[Records excerpted from a collection]
--------------------

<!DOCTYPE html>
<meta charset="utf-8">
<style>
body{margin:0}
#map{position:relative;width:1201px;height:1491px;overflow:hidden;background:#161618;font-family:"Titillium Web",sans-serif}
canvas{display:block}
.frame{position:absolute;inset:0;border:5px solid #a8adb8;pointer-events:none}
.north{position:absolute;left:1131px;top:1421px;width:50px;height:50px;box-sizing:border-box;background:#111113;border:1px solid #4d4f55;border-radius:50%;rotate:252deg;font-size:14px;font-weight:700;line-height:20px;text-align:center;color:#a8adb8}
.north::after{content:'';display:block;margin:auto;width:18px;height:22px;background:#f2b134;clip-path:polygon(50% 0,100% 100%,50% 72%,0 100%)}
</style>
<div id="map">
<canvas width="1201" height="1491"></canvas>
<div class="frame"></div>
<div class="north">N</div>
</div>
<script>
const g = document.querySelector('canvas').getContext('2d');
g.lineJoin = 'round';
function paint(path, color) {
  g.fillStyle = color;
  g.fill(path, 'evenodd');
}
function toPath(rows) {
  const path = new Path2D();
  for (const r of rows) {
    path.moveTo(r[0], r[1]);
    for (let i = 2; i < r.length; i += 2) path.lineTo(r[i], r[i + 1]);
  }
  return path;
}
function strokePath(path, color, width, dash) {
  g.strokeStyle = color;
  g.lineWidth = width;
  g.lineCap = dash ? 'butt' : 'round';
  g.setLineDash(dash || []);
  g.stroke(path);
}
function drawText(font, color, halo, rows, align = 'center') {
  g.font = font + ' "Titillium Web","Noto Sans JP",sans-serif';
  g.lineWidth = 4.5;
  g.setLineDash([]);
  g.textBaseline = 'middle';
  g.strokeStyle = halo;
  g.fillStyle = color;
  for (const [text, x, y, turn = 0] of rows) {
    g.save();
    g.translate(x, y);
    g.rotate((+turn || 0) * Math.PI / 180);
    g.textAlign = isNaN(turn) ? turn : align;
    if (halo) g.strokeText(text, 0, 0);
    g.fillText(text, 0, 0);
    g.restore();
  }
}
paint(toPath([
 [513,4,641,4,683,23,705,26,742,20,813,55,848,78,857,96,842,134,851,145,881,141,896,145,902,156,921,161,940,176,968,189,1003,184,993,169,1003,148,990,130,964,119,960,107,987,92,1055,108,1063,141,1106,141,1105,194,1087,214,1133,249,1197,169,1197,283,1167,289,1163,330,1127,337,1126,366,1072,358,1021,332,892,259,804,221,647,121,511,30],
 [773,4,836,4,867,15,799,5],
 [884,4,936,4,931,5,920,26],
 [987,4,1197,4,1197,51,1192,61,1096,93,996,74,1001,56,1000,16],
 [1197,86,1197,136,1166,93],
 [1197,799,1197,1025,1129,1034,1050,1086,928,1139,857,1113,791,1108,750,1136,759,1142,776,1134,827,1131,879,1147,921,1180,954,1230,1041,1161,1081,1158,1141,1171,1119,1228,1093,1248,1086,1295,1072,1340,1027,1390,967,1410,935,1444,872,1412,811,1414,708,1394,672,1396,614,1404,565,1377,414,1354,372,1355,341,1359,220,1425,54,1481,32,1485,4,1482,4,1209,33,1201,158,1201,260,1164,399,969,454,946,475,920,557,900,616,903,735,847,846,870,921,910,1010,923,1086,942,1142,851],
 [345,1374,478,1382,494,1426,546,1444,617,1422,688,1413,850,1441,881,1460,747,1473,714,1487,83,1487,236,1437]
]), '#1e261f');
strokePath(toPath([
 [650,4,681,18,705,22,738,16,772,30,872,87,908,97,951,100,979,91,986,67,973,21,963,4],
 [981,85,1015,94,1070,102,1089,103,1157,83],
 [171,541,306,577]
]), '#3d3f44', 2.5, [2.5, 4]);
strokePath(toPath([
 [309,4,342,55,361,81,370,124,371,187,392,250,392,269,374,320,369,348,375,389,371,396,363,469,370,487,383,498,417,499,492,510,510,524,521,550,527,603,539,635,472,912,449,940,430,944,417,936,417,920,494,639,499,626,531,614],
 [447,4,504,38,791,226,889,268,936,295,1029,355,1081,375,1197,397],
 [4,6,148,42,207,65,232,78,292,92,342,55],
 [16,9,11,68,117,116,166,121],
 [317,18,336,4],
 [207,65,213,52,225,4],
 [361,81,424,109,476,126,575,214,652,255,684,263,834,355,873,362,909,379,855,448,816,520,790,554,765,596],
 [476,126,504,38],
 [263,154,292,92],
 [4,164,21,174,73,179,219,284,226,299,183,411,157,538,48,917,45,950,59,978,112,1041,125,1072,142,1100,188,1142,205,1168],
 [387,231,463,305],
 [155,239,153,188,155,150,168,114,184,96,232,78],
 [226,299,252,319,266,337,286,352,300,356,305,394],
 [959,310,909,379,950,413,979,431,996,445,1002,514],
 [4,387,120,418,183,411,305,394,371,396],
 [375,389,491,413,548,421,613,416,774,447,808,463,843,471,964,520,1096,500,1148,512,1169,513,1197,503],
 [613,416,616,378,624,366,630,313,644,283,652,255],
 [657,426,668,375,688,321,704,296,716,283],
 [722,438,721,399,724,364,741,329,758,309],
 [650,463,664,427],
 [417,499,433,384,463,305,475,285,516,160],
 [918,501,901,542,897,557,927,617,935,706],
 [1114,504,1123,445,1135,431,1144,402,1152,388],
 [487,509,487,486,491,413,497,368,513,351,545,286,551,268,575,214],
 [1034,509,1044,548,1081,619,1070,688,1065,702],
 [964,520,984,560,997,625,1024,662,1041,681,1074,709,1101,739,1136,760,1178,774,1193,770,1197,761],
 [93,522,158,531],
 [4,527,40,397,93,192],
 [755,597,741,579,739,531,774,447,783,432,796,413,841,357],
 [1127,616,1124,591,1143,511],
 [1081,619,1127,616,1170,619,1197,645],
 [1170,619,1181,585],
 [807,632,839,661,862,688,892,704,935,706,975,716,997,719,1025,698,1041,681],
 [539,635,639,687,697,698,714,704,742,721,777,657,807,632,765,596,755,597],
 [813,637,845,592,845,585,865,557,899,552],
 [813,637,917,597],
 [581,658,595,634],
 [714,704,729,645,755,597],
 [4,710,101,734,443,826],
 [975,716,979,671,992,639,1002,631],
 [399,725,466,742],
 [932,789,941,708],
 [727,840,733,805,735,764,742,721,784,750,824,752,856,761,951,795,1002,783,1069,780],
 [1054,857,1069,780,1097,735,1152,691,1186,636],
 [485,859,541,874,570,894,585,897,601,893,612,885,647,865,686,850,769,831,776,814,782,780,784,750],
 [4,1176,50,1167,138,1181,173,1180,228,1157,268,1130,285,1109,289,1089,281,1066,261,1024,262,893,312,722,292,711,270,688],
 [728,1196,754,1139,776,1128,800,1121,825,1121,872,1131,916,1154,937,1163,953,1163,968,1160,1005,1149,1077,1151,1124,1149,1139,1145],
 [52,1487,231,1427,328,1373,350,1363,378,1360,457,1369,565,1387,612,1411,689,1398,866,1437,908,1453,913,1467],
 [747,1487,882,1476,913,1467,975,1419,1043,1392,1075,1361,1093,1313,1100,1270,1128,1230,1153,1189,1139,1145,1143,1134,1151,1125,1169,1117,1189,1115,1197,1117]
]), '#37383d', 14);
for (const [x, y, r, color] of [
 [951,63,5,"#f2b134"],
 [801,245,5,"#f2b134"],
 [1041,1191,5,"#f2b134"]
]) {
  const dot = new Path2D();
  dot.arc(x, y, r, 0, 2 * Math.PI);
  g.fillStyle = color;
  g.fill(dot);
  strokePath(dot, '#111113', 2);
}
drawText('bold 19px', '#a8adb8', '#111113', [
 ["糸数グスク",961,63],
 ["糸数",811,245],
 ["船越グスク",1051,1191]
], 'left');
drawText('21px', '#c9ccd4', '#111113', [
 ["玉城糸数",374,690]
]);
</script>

--------------------

→ WORK REQUIRED:
Give back exactly the lines above starting at the line where "g.lineJoin = 'round';" appears and ending at the line where "g.lineWidth = width;" appears, both included, with no other lines.

→ EXERCISE ANSWER:
g.lineJoin = 'round';
function paint(path, color) {
  g.fillStyle = color;
  g.fill(path, 'evenodd');
}
function toPath(rows) {
  const path = new Path2D();
  for (const r of rows) {
    path.moveTo(r[0], r[1]);
    for (let i = 2; i < r.length; i += 2) path.lineTo(r[i], r[i + 1]);
  }
  return path;
}
function strokePath(path, color, width, dash) {
  g.strokeStyle = color;
  g.lineWidth = width;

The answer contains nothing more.